In other words, I got to sneer at hapless binge addicts.
Now I’m one of ’em. I switched from BritBox and Acorn to NetFlix, where I re-discovered Longmire.
Previously, my “bingeing” consisted of watching and re-watching all three Miss Marples and all one Hercule Poirot (all but David Suchet are poseurs) and, well, Foyle’s War more or less multiple times, in chronological order. But I now realize this could not be termed “bingeing” because I knew all the episodes so well I’d be reading the newspaper or some book while murmuring all the lines along with the actors. So it was more companionship than bingeing.
Bingeing is something different. It is watching everything in order, yes, but hooks you by making you go on to the next episode, no matter what the time is. And you can’t read books while watching.
I’d first seen and enjoyed Longmire when it was on another channel years ago. I wasn’t fixed to its schedule then but whenever I located it, I’d watch. Then I couldn’t locate it any more.
I did not realize NetFlix had picked up and extended it. So I was glad to have it back on my TV, and began watching from the first season, first episode. For a while, Longmire fit perfectly into my needs: I’d watch an episode or maybe two and then switch to something else until I was ready to turn the TV off and go straight to books.
Then, last week or maybe the week before, something happened: the episode I was watching startled me out of my chair by ending in a cliffhanger. What? Longmire didn’t do cliffhangers, unless they were actual cliffs and somebody was hanging off them. But not at the end of an episode.
So I had to go on to the next episode because, I mean, you don’t leave key actors hanging off cliffs when you go to end credits. It’s a rule; I don’t know whose rule; maybe it’s my rule; but it’s a rule.
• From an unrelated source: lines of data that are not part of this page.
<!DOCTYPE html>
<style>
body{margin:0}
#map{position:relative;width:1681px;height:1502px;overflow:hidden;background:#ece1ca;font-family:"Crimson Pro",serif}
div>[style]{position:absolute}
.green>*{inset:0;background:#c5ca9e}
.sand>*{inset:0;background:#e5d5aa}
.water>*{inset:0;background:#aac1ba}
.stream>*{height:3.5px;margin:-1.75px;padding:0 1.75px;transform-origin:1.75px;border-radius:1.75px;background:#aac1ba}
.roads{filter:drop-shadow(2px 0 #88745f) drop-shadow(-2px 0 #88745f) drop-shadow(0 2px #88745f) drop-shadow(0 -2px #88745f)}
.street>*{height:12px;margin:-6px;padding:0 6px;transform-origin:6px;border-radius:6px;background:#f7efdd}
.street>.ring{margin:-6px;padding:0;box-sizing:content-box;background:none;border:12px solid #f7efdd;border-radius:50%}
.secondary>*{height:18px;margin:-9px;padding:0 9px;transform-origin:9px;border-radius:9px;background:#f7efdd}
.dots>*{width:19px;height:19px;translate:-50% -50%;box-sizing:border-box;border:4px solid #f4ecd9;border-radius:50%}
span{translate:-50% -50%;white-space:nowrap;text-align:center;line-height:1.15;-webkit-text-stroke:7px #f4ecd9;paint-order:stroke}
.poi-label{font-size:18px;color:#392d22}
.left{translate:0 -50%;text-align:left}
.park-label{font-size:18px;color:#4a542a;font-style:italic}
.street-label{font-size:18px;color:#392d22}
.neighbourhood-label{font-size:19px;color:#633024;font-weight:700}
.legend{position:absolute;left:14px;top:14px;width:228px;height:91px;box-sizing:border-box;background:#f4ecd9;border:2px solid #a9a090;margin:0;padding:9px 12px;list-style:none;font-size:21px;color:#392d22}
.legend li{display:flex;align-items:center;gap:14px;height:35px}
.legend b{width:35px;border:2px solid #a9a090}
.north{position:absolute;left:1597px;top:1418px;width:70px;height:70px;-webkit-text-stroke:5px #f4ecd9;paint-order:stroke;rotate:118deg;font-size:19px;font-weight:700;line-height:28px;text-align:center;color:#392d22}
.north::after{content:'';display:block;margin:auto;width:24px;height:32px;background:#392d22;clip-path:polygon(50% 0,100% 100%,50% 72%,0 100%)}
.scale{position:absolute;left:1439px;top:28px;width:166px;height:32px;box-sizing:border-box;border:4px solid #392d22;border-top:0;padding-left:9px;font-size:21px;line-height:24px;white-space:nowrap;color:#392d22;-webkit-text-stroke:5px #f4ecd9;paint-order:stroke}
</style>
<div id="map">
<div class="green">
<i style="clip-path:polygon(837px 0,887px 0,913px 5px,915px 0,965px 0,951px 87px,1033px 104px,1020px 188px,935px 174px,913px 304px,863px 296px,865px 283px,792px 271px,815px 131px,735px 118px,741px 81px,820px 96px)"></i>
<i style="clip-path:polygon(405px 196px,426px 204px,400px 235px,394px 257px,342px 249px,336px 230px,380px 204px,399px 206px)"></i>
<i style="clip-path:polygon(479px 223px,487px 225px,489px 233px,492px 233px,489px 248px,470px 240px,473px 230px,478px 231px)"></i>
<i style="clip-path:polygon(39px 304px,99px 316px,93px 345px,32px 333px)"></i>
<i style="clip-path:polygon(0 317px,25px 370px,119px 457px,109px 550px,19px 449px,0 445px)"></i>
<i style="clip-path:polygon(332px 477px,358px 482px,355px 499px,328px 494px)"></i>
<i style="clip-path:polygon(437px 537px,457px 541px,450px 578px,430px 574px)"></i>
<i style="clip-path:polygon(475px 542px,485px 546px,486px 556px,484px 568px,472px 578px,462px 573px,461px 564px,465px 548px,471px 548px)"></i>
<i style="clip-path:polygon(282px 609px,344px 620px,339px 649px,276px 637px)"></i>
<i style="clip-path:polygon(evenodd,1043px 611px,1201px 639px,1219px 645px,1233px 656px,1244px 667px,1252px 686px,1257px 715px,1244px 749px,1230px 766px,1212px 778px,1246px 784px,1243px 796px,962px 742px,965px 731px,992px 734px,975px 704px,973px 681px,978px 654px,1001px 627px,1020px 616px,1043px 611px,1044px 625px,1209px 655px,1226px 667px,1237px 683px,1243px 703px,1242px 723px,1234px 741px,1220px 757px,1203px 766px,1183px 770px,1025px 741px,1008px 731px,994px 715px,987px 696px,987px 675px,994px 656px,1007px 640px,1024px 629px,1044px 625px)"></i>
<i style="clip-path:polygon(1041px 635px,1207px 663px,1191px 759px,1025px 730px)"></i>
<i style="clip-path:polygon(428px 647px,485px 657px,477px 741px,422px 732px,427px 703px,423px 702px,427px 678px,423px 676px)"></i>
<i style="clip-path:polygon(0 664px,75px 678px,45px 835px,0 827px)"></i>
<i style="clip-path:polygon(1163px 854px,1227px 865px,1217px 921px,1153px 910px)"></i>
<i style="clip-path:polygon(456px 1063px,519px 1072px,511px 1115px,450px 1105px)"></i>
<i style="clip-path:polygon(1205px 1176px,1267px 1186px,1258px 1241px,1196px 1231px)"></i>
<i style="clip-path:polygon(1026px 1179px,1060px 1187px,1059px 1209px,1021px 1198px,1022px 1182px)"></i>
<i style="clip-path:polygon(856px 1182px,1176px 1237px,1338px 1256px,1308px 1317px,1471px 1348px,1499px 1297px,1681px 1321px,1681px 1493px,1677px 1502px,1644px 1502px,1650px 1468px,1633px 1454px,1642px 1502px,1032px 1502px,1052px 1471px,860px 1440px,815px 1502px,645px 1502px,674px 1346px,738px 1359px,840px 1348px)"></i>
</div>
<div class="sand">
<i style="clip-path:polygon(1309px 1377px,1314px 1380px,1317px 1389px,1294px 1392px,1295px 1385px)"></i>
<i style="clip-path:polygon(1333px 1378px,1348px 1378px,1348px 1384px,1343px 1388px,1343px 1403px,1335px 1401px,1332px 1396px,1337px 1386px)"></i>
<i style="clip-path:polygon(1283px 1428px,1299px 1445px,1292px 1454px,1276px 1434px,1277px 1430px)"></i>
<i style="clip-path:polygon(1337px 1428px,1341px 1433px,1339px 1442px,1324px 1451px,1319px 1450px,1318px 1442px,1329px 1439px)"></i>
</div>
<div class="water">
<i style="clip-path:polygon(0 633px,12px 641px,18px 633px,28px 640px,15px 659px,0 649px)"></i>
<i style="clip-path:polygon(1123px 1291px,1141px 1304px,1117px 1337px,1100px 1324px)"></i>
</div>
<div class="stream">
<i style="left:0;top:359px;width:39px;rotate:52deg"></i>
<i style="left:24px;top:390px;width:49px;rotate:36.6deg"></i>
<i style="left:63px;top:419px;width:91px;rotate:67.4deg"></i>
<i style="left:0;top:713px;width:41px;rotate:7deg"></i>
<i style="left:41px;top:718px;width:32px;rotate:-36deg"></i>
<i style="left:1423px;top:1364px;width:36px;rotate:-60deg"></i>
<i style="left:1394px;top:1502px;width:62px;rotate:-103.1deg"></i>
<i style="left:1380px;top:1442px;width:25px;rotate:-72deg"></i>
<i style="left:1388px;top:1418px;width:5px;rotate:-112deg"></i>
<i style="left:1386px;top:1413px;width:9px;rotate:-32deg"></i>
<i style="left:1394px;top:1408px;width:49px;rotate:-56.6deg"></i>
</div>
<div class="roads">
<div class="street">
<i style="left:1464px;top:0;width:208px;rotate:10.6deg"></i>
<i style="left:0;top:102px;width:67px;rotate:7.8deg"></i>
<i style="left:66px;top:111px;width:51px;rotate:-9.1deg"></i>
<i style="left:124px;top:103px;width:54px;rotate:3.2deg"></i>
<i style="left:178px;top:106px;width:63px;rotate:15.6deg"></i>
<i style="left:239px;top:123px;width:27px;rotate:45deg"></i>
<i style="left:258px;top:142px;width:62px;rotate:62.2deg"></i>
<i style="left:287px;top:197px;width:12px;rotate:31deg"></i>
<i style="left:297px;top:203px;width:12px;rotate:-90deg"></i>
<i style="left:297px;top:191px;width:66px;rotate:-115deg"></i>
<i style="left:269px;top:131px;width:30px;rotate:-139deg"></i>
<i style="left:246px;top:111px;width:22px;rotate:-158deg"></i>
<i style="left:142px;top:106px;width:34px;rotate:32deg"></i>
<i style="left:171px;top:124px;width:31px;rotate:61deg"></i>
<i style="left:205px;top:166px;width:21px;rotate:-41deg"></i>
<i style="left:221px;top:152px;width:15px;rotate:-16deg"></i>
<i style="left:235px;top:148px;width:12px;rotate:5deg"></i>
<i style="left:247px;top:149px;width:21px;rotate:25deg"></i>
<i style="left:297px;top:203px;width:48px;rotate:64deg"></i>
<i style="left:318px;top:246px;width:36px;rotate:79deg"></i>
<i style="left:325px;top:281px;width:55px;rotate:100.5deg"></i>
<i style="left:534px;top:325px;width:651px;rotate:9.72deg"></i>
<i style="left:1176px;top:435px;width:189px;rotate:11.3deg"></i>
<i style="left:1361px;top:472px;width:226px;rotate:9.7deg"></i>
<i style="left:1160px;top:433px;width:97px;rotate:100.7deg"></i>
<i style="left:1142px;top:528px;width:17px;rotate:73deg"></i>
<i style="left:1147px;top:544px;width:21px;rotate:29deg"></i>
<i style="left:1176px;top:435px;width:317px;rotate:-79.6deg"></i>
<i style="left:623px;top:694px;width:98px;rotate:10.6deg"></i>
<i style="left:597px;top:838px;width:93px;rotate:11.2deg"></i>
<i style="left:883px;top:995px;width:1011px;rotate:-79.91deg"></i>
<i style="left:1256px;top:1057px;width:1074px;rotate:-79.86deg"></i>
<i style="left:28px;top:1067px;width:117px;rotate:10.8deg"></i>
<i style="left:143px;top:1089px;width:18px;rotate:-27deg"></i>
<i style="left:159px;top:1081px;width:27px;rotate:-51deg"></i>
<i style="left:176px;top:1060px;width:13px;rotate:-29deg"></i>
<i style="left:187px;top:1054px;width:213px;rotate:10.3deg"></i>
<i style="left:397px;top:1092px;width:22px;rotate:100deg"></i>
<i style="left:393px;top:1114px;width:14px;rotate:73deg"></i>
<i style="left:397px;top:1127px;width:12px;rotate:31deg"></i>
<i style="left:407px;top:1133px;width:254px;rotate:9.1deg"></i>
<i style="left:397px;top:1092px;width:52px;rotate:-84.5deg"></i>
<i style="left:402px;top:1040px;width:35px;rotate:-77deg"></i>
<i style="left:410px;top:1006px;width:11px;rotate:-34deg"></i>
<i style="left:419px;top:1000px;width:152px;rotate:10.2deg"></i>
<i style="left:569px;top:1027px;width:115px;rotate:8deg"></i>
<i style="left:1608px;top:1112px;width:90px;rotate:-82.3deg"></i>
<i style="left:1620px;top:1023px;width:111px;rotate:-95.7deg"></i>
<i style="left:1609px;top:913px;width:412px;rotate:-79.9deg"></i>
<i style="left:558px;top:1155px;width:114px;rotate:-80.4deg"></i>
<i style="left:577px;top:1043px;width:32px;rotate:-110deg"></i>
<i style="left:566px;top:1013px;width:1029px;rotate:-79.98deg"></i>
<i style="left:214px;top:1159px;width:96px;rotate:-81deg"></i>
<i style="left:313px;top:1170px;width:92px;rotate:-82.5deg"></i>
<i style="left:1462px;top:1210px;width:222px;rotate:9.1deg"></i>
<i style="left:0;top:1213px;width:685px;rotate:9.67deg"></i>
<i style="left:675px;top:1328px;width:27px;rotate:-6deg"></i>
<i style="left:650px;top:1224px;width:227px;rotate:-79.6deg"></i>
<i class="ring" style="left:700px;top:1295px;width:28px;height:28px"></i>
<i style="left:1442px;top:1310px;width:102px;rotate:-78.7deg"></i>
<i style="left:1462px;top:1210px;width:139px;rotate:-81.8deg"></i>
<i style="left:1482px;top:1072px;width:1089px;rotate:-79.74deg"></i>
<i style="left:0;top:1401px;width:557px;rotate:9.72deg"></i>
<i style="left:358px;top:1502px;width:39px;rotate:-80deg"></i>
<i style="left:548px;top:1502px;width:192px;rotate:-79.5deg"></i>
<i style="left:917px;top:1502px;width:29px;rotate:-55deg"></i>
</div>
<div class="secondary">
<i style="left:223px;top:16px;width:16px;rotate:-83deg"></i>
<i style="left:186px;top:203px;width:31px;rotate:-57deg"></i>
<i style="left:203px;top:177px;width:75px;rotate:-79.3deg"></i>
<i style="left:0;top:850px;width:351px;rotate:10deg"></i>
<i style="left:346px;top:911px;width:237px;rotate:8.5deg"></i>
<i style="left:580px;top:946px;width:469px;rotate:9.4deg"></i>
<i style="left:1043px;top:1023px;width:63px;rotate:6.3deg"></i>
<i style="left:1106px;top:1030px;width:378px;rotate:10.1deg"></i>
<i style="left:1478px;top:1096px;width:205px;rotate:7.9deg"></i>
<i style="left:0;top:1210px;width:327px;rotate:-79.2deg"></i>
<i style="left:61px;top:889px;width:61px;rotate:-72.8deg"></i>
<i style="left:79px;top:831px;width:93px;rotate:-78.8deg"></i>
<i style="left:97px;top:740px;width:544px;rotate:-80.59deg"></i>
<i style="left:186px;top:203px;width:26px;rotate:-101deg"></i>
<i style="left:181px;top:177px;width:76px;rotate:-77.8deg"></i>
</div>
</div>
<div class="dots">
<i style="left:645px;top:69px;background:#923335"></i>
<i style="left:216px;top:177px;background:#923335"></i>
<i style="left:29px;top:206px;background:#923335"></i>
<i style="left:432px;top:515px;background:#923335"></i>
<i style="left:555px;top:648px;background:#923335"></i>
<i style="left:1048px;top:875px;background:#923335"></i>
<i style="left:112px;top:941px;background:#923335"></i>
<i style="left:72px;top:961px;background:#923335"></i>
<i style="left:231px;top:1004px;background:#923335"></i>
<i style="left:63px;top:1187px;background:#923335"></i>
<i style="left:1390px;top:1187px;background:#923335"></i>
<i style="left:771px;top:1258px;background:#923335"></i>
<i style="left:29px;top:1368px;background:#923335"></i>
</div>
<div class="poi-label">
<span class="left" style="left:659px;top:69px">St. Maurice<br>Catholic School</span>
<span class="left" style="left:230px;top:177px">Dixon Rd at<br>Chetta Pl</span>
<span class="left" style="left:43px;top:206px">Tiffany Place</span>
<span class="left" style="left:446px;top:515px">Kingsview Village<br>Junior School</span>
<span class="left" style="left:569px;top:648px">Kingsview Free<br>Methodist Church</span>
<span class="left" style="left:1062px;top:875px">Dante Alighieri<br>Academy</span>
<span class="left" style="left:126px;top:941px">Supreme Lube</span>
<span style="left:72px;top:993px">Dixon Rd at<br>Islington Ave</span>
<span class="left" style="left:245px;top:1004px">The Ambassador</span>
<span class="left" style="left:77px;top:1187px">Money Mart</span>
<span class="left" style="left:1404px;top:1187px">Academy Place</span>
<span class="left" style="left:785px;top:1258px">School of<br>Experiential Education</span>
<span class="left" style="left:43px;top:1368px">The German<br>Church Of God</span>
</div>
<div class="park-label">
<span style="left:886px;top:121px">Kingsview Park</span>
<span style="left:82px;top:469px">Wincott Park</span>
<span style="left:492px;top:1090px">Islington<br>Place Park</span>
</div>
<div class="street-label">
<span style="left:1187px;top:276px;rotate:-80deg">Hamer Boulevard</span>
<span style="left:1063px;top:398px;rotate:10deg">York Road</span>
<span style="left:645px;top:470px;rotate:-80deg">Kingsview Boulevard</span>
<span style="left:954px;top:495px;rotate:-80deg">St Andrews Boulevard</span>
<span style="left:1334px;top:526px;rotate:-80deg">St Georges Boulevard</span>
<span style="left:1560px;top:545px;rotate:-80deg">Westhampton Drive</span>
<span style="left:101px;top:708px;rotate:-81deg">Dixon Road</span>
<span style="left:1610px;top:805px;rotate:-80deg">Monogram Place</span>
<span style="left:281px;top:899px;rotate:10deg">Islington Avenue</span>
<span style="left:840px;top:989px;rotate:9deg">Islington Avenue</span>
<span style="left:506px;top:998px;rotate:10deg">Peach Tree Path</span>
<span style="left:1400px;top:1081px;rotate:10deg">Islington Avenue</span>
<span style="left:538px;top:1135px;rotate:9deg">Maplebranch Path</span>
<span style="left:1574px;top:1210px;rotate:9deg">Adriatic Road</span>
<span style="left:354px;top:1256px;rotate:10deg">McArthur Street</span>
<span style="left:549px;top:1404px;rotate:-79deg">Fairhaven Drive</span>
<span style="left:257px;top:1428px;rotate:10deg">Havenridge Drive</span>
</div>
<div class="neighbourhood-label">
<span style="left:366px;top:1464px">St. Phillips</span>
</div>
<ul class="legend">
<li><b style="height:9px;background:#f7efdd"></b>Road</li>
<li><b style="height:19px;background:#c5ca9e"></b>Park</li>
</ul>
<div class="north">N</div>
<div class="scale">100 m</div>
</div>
(Well, A Place To Call Home did do a cliffhanger at the end of a season which, I learned only after watching it, might be the last season, and I started to scream at the TV and would’ve called the Australian producers to scream at them until I learned via frantic internetting that, yes, they’d contracted to produce another season so I stopped screaming. P.S. The actor did not drink the poisoned health concoction.)
I don’t know if this is a recommendation or a warning but I’m now bingeing Longmire.